AIM OF THE EXERCISE =>
The first line of the entries is where the copy starts and the line with "0 #68522e) drop-shadow(-2px" is where it ends; set down each line exactly, both ends included, and drop pictures.

--- INPUT DATA ---

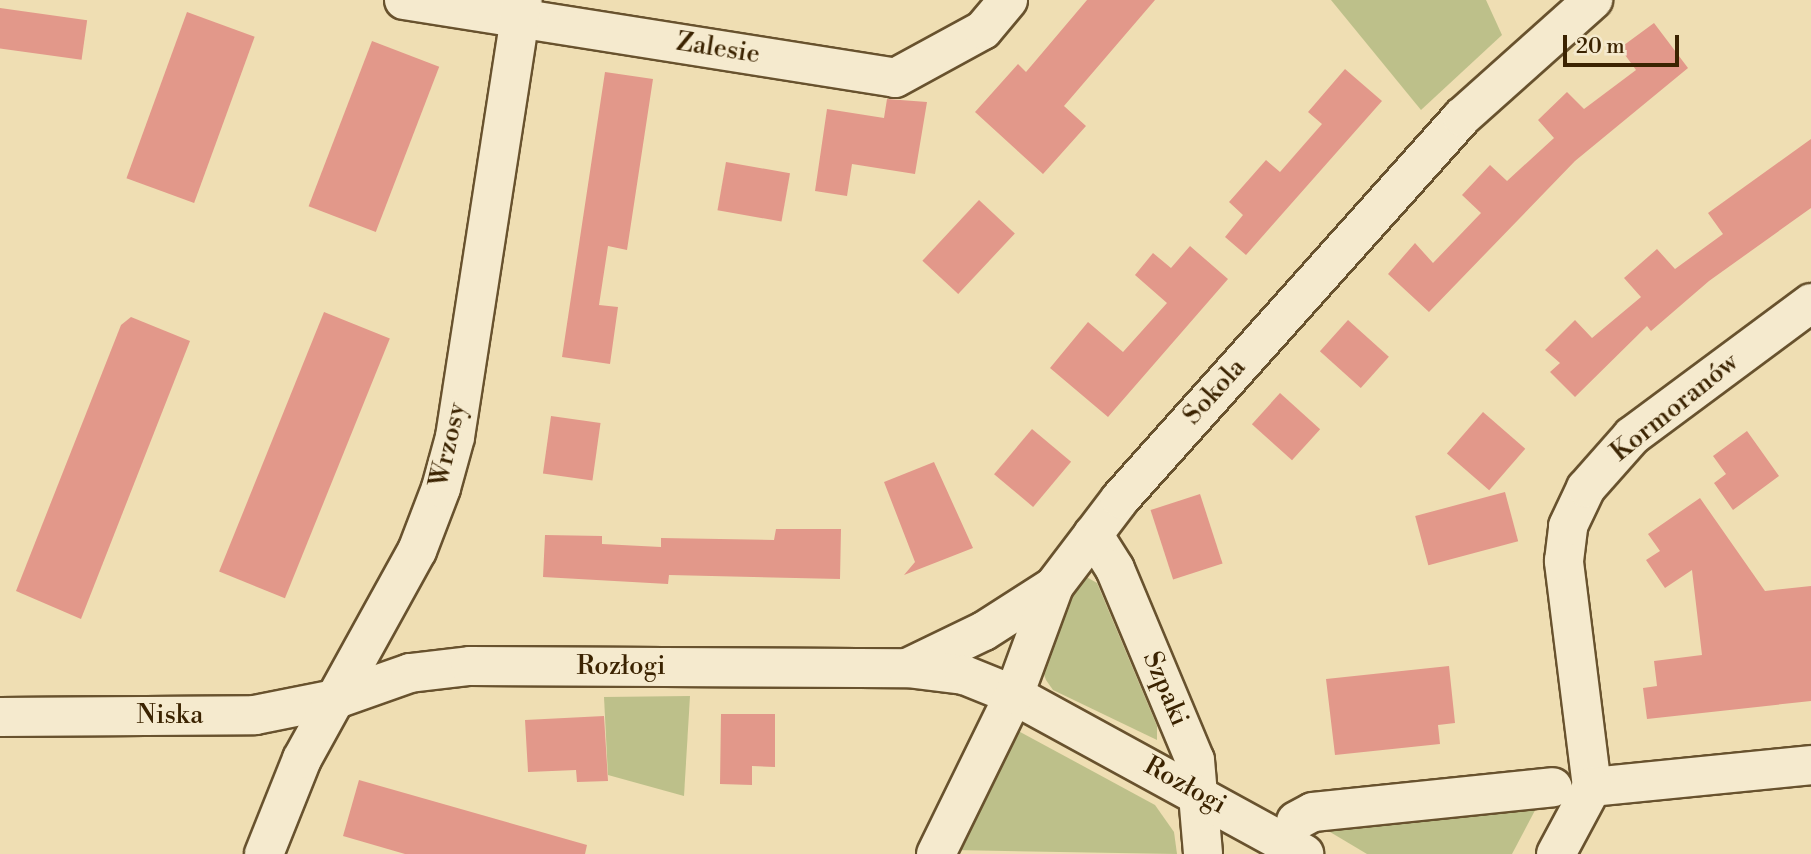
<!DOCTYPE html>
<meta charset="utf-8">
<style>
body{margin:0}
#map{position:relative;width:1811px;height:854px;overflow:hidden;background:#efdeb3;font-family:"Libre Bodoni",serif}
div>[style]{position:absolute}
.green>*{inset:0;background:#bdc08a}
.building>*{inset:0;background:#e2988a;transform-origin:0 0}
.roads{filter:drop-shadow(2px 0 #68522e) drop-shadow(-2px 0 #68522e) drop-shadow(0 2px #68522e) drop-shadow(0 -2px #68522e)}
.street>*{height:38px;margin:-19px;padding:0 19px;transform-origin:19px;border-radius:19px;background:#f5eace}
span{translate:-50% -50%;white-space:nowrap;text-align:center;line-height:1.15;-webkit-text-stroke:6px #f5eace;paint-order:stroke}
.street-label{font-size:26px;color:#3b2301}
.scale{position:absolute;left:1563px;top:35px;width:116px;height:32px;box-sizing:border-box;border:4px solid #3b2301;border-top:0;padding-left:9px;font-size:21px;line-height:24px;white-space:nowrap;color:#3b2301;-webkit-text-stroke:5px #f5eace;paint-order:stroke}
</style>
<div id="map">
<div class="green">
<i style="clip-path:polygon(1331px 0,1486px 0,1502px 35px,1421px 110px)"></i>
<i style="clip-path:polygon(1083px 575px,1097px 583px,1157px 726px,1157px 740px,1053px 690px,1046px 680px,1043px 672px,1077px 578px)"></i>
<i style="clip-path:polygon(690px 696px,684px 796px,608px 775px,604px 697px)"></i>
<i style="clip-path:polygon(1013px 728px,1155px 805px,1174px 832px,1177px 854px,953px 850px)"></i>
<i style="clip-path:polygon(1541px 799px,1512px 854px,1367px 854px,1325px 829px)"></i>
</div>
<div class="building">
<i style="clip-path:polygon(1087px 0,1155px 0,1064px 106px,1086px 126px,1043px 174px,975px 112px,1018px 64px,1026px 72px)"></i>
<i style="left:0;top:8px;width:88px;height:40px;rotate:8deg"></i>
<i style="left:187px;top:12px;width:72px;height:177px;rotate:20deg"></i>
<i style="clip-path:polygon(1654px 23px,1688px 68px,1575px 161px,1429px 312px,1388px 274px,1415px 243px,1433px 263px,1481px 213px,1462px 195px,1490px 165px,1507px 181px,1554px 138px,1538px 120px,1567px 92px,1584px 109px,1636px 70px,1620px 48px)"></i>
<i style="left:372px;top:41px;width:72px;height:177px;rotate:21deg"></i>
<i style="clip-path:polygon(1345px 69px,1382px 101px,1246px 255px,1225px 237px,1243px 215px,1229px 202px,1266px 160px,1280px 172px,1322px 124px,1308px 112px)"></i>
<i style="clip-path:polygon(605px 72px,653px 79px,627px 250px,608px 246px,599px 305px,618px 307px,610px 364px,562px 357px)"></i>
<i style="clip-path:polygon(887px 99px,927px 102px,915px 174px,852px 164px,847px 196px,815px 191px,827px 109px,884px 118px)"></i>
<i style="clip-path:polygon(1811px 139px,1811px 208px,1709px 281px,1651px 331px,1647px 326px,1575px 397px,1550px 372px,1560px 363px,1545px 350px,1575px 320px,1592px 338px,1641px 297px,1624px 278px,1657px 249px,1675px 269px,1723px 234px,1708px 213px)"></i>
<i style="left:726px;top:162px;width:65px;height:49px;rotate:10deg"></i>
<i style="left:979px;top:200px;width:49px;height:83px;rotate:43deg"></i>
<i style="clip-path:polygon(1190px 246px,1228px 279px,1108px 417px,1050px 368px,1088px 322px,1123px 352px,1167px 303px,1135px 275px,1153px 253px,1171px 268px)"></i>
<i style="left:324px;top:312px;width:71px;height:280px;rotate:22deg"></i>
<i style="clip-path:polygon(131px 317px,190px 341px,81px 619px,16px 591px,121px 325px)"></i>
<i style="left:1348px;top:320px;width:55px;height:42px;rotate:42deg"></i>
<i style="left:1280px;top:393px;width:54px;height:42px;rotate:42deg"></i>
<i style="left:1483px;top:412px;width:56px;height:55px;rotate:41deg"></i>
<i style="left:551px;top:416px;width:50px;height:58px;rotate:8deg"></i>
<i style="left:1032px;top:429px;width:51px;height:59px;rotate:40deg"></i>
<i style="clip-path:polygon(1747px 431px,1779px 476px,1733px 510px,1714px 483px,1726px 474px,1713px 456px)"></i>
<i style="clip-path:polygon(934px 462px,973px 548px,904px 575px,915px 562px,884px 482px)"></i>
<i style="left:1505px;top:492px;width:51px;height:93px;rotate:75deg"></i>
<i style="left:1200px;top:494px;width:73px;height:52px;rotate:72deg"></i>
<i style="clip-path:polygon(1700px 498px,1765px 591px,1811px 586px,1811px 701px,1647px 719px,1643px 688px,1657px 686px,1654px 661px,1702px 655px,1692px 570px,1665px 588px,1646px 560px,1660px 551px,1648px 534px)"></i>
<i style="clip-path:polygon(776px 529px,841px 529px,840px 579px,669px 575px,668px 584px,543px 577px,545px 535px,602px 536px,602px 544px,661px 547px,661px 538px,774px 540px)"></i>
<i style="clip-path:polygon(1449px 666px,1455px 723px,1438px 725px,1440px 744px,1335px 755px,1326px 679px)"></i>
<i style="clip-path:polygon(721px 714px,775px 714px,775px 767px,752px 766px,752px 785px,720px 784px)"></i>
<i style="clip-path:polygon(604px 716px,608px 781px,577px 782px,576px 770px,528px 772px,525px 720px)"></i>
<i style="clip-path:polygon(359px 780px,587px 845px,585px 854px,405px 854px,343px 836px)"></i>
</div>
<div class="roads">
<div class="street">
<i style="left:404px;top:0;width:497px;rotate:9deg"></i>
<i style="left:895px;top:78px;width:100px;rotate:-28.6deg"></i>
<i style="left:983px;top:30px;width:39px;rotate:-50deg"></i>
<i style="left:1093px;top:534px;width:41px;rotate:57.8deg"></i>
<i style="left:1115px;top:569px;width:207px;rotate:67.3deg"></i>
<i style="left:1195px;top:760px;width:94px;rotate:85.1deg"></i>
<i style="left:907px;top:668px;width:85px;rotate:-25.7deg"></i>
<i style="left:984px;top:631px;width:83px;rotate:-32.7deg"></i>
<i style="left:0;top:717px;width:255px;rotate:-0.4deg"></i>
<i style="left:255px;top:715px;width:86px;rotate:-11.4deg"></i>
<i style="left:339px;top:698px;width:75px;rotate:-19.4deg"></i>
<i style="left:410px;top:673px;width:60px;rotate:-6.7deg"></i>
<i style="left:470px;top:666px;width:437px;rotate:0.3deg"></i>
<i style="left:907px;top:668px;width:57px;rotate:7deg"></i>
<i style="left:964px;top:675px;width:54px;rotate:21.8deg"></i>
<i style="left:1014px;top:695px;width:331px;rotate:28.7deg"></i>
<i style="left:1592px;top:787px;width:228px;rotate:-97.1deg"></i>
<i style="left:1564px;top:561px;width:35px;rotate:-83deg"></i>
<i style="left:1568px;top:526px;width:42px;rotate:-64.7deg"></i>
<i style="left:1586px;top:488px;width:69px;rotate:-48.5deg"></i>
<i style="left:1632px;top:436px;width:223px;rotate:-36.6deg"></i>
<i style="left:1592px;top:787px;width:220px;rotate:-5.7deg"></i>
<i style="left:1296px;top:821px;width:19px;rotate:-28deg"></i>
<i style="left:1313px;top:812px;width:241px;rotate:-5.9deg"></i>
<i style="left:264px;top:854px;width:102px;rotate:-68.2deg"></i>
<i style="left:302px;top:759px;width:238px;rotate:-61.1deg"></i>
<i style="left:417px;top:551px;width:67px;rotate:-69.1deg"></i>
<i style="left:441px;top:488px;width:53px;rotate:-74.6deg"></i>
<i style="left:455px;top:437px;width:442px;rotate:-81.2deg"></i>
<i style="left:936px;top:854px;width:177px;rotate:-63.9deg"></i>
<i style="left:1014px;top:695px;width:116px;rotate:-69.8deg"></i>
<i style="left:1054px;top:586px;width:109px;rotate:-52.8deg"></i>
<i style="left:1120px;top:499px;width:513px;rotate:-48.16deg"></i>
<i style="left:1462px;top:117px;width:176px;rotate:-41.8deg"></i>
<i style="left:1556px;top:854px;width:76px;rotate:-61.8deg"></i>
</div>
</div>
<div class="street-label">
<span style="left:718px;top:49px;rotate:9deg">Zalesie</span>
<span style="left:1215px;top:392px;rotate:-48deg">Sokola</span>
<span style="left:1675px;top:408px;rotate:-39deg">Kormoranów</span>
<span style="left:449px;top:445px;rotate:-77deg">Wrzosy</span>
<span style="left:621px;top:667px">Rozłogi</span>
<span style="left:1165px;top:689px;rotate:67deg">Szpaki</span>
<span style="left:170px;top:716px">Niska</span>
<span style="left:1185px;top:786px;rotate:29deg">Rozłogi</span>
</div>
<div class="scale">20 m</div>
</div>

---

EXERCISE ANSWER =>
<!DOCTYPE html>
<meta charset="utf-8">
<style>
body{margin:0}
#map{position:relative;width:1811px;height:854px;overflow:hidden;background:#efdeb3;font-family:"Libre Bodoni",serif}
div>[style]{position:absolute}
.green>*{inset:0;background:#bdc08a}
.building>*{inset:0;background:#e2988a;transform-origin:0 0}
.roads{filter:drop-shadow(2px 0 #68522e) drop-shadow(-2px 0 #68522e) drop-shadow(0 2px #68522e) drop-shadow(0 -2px #68522e)}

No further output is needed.